Go through the material line by line and copy each one with the word "padding".

Exercise material:
======

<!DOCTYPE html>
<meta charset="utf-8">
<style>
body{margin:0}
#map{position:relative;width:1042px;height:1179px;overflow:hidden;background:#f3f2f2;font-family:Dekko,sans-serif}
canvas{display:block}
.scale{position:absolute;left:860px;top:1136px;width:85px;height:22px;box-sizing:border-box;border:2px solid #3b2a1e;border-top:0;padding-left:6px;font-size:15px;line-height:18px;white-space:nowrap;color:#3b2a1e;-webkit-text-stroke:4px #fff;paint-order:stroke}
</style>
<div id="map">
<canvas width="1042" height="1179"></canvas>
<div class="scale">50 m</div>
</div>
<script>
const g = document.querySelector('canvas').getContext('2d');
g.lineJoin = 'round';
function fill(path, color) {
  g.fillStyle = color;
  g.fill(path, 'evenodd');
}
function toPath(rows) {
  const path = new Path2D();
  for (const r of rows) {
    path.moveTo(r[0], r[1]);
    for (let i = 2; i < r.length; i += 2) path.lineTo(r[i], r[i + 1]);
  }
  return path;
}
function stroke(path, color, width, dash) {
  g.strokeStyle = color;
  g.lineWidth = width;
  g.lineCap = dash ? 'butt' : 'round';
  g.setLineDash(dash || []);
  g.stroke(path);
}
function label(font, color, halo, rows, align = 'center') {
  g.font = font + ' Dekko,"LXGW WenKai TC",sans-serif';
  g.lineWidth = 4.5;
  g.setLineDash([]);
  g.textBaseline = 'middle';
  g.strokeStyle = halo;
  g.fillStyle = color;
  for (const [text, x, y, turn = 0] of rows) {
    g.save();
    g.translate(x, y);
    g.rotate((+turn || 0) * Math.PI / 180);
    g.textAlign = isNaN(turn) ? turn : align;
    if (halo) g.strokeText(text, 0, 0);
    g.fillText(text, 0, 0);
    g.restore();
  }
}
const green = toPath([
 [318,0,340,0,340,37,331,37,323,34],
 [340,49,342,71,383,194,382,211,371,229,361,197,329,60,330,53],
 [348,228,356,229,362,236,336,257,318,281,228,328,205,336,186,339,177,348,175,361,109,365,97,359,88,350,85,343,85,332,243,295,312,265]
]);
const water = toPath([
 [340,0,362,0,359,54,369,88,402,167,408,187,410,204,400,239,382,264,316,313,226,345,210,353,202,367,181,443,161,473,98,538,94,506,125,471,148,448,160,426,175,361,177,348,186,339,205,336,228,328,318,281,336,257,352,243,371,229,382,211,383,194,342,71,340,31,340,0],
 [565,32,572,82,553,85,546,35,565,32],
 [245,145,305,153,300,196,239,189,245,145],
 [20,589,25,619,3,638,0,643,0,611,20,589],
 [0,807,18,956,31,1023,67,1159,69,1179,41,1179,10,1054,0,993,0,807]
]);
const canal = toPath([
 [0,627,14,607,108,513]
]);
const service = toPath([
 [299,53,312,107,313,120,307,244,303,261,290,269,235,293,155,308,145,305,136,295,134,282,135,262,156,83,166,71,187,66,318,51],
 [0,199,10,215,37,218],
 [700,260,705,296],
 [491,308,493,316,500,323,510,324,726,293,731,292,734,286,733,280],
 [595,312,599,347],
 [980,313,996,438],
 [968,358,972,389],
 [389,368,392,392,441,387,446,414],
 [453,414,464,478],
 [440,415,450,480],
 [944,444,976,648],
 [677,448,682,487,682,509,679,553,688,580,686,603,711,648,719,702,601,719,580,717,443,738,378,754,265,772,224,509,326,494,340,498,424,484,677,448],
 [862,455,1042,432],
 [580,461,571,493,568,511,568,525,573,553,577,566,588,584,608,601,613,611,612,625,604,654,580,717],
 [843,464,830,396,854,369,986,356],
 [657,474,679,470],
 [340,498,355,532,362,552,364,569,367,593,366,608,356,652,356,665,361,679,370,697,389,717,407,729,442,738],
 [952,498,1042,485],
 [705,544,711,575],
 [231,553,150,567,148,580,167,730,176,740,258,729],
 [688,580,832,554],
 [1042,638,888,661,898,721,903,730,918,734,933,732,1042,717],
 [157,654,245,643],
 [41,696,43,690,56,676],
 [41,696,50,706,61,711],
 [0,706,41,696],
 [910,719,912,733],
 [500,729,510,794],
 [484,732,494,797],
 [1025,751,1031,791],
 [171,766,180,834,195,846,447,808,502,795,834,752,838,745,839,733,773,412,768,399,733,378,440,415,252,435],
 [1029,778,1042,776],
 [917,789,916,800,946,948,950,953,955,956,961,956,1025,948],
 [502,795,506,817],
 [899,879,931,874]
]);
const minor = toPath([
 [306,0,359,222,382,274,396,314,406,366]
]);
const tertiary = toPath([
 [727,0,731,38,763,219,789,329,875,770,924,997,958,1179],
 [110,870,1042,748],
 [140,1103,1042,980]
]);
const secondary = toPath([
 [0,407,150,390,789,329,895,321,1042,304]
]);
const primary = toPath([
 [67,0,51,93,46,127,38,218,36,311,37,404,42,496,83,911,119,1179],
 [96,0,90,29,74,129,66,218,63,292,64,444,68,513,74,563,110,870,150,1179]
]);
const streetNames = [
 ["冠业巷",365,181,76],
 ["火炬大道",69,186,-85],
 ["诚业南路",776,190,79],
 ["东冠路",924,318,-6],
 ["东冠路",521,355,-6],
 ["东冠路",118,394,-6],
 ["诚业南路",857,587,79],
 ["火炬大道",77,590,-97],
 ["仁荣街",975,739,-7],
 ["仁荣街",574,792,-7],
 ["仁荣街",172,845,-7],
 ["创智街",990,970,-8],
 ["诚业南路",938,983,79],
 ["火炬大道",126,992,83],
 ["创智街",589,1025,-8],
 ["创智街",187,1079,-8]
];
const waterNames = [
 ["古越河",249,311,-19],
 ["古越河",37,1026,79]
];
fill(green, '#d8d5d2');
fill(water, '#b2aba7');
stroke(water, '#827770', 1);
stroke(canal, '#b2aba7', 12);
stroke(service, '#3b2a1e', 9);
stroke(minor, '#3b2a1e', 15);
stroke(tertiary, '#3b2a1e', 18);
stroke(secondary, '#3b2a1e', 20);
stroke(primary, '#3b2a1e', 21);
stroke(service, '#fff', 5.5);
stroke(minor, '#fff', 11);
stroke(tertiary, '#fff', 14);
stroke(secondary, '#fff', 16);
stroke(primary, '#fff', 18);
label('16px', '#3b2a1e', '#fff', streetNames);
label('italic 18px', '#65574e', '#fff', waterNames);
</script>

======

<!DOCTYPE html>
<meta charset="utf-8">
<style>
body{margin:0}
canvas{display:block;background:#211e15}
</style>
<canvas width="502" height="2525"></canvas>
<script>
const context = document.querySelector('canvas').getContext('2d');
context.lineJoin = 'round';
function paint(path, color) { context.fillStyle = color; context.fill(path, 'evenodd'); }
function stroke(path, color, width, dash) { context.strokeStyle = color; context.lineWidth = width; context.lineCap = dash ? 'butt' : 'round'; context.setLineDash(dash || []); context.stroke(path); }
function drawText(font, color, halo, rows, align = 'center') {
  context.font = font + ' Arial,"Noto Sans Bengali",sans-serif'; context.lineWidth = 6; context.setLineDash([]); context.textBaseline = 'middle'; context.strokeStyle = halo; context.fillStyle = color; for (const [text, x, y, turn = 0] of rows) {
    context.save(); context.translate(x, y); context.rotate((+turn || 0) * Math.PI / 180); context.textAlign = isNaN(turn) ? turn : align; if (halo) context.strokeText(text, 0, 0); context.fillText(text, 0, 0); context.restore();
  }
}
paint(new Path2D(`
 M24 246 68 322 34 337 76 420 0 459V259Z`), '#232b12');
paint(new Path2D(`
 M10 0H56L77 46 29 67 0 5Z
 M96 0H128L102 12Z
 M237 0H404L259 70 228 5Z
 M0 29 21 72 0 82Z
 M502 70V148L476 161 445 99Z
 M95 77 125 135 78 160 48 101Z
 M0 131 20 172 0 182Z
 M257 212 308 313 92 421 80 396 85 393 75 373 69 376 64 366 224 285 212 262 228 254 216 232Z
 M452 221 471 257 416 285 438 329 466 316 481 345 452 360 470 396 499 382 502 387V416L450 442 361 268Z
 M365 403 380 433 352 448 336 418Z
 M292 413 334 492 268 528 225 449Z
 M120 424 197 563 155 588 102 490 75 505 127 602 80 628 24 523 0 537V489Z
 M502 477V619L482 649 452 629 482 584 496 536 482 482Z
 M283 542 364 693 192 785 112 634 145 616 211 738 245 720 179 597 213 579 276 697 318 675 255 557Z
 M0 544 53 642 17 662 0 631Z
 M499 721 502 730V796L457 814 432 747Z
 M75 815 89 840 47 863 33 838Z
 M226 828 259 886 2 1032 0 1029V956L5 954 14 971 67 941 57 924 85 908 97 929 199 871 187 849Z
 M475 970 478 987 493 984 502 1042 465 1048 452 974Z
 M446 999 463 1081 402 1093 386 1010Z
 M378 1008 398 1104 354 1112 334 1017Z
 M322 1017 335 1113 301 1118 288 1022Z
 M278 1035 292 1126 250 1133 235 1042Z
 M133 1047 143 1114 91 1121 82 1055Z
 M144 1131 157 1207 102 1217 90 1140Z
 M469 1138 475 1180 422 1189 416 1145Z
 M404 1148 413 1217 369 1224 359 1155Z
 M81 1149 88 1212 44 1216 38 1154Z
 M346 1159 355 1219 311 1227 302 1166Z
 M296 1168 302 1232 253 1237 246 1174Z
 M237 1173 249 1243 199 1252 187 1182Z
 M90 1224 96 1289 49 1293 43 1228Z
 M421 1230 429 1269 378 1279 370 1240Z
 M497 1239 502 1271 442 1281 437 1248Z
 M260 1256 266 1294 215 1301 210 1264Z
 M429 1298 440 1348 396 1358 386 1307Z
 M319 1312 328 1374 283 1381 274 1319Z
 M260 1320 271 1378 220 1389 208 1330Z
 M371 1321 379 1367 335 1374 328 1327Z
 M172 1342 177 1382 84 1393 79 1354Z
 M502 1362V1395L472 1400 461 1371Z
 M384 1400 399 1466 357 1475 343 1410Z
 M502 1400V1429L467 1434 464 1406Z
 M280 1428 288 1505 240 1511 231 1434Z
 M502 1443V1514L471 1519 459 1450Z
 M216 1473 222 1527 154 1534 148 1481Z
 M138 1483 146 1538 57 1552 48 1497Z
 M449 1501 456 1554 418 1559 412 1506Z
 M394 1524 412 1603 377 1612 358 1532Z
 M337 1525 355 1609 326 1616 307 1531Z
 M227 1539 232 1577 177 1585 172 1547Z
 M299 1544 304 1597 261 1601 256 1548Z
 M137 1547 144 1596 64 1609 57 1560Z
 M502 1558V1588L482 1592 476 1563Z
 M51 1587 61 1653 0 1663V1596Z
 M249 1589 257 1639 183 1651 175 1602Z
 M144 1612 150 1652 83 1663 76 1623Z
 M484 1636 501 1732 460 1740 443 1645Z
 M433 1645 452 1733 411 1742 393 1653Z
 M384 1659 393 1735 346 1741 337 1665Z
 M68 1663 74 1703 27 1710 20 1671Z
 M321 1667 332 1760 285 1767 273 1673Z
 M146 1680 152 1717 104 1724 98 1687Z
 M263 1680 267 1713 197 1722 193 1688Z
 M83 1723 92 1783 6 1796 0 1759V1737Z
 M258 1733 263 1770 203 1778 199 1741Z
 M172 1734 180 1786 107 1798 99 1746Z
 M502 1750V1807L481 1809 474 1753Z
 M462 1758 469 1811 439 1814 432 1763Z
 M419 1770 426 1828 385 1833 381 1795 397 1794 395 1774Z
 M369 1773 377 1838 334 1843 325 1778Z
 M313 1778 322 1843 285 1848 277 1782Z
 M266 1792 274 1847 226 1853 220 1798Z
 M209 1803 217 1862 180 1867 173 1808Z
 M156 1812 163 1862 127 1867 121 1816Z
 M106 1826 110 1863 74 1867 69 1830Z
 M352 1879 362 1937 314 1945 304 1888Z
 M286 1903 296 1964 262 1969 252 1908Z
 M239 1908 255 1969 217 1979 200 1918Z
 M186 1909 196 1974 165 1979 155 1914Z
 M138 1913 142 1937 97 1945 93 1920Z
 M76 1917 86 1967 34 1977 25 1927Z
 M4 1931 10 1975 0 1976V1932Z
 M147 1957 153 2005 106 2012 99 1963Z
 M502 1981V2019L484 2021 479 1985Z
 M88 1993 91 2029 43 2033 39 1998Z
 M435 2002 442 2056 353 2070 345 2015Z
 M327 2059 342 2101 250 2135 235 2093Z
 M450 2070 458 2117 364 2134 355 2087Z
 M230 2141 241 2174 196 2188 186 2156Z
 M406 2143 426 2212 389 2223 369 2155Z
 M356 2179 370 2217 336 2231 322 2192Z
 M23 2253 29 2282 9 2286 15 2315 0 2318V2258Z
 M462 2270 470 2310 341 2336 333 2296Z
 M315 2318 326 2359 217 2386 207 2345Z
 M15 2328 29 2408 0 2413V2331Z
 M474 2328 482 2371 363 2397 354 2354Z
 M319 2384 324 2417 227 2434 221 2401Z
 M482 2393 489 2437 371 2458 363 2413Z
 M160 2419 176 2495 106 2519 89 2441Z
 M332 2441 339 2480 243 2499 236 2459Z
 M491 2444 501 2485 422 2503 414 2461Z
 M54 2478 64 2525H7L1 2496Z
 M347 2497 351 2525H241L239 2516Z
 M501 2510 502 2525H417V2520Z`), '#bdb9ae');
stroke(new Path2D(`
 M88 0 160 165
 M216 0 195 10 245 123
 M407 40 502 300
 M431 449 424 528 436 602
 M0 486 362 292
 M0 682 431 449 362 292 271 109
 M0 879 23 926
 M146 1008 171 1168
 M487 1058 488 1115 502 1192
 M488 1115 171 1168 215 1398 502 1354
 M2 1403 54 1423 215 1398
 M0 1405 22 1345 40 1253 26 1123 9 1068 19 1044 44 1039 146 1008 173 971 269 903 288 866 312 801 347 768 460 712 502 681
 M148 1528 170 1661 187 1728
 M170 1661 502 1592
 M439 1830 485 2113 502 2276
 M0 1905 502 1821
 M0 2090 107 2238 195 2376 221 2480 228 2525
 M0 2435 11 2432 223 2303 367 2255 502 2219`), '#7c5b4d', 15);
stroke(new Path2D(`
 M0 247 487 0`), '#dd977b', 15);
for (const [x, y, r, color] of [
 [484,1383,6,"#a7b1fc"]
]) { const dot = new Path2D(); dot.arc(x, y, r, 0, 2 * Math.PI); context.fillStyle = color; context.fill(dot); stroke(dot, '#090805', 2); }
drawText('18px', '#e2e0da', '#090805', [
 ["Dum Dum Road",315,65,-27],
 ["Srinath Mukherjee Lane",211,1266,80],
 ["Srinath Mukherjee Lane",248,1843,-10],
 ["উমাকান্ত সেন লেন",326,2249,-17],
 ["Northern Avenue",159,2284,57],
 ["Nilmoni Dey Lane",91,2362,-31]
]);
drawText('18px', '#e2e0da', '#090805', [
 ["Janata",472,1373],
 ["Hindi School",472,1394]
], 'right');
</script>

======

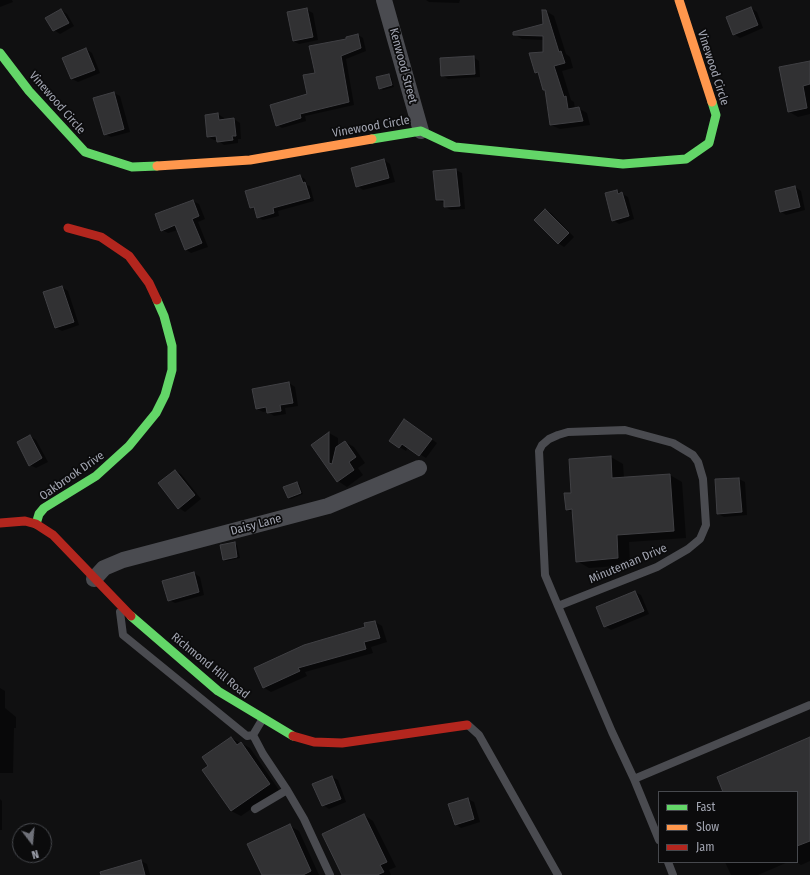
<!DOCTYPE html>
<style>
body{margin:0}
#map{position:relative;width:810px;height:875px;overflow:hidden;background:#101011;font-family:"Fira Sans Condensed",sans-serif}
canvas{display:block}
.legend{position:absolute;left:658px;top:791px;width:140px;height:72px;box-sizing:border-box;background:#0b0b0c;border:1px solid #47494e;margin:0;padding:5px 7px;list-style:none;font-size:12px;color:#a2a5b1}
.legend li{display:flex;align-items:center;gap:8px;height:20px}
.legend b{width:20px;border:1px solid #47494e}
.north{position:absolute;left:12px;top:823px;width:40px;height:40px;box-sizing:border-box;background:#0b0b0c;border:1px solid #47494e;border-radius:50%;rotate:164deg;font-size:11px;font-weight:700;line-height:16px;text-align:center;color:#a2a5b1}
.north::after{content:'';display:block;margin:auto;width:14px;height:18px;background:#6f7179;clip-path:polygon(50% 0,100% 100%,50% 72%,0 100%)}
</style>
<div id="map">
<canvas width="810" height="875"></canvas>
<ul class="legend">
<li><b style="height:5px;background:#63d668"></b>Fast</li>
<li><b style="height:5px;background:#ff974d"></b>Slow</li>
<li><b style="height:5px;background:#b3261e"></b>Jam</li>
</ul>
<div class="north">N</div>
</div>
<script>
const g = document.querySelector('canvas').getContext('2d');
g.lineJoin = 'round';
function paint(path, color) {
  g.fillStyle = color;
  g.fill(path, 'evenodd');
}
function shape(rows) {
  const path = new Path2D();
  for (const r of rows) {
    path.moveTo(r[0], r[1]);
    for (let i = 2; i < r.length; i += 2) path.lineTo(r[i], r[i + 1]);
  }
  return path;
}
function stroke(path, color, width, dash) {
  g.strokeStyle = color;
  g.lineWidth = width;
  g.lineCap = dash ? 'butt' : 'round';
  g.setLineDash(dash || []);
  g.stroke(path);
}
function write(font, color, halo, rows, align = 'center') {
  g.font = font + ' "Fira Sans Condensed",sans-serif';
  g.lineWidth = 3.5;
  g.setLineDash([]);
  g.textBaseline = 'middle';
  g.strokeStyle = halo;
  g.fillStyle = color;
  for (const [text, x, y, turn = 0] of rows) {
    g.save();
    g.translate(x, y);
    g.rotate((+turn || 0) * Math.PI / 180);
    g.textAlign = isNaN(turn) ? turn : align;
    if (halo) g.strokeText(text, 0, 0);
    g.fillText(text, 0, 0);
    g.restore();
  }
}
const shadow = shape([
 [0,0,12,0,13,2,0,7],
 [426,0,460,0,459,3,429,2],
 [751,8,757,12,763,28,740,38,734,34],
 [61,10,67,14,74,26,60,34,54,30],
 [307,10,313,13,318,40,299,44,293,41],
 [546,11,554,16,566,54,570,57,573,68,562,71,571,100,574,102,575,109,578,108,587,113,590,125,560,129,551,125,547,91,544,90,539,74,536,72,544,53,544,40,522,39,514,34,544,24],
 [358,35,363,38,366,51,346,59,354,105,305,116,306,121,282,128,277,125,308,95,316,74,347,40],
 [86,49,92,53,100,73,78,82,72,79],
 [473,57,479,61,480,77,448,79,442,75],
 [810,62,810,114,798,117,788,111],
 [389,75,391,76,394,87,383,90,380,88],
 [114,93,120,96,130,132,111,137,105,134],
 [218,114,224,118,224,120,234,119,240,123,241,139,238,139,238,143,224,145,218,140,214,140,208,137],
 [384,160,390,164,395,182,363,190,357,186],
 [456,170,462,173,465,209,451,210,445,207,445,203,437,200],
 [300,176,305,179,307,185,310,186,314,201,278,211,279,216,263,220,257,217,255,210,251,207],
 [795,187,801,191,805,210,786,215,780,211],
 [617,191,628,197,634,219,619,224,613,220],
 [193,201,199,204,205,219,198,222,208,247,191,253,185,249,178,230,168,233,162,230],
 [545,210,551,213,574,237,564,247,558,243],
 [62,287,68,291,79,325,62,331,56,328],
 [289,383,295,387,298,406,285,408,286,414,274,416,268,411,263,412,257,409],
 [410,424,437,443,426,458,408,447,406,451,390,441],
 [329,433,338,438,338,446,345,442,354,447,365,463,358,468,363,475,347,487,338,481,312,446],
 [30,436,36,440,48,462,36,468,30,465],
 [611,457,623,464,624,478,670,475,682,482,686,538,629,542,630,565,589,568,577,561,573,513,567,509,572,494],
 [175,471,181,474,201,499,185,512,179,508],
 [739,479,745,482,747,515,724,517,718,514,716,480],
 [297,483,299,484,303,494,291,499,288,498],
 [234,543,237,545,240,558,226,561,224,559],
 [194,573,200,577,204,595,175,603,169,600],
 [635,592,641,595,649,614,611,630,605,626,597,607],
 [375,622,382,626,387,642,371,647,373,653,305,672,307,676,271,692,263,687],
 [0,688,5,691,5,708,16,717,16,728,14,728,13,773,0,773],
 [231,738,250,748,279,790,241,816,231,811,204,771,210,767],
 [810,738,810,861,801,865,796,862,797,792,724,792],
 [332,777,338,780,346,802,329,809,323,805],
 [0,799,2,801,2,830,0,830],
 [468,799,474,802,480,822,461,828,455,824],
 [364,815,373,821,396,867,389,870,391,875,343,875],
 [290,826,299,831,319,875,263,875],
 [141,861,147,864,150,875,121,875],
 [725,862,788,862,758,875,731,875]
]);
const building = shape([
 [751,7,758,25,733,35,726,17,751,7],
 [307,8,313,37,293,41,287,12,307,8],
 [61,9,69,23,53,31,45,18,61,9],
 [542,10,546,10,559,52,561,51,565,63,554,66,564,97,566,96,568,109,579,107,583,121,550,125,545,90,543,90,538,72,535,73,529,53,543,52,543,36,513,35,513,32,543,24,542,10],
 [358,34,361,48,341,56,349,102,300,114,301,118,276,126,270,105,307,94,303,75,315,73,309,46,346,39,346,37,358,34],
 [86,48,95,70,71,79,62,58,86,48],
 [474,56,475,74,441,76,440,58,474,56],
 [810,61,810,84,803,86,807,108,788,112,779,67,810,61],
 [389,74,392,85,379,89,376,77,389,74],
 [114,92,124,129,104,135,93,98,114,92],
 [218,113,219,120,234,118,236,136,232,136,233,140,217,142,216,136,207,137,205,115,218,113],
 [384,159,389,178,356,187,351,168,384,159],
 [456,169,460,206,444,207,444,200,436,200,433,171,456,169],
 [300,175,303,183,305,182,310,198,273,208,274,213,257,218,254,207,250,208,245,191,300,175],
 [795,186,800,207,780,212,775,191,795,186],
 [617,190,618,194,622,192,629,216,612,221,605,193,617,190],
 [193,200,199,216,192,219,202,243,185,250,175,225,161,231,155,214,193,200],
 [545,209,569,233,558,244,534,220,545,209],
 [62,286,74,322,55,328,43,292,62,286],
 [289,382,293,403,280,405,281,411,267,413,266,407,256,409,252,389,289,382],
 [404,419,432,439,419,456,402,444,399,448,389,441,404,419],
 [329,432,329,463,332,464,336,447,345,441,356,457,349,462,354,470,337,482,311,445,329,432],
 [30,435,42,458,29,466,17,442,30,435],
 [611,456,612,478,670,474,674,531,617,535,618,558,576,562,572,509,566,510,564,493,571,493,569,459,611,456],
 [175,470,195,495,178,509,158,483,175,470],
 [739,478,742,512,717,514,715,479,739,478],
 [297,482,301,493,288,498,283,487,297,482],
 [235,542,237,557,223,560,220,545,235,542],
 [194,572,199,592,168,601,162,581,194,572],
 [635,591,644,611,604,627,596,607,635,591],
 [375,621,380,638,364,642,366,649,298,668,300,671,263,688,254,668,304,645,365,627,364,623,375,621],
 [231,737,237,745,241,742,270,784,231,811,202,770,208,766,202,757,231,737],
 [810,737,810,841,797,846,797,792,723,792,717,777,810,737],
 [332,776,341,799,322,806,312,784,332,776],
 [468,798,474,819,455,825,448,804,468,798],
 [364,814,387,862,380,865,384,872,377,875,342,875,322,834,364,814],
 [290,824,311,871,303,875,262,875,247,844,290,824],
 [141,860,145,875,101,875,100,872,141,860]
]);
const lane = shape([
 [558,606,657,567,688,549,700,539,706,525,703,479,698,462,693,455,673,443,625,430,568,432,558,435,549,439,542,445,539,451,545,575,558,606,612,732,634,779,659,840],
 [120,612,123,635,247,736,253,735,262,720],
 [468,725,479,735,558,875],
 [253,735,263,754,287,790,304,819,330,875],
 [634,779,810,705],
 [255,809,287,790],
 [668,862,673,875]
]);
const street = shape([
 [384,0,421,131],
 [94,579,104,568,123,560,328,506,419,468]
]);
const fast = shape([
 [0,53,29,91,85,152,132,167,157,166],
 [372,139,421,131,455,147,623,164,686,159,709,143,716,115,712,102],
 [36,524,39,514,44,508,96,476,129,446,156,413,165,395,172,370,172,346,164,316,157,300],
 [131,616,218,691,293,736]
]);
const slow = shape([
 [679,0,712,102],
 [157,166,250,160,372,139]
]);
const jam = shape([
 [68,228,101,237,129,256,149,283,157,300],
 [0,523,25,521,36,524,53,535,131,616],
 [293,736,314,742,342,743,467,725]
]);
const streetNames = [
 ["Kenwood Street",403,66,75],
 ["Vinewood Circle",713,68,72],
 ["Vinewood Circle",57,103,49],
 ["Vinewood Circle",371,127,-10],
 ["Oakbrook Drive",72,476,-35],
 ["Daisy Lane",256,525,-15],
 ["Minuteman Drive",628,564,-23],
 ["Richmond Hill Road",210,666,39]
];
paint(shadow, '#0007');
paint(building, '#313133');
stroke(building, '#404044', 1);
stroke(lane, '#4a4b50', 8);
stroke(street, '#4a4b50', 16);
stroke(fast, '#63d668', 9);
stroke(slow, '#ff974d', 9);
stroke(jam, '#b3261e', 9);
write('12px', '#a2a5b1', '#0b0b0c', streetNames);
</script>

======

Answer to this exercise:
.scale{position:absolute;left:860px;top:1136px;width:85px;height:22px;box-sizing:border-box;border:2px solid #3b2a1e;border-top:0;padding-left:6px;font-size:15px;line-height:18px;white-space:nowrap;color:#3b2a1e;-webkit-text-stroke:4px #fff;paint-order:stroke}
.legend{position:absolute;left:658px;top:791px;width:140px;height:72px;box-sizing:border-box;background:#0b0b0c;border:1px solid #47494e;margin:0;padding:5px 7px;list-style:none;font-size:12px;color:#a2a5b1}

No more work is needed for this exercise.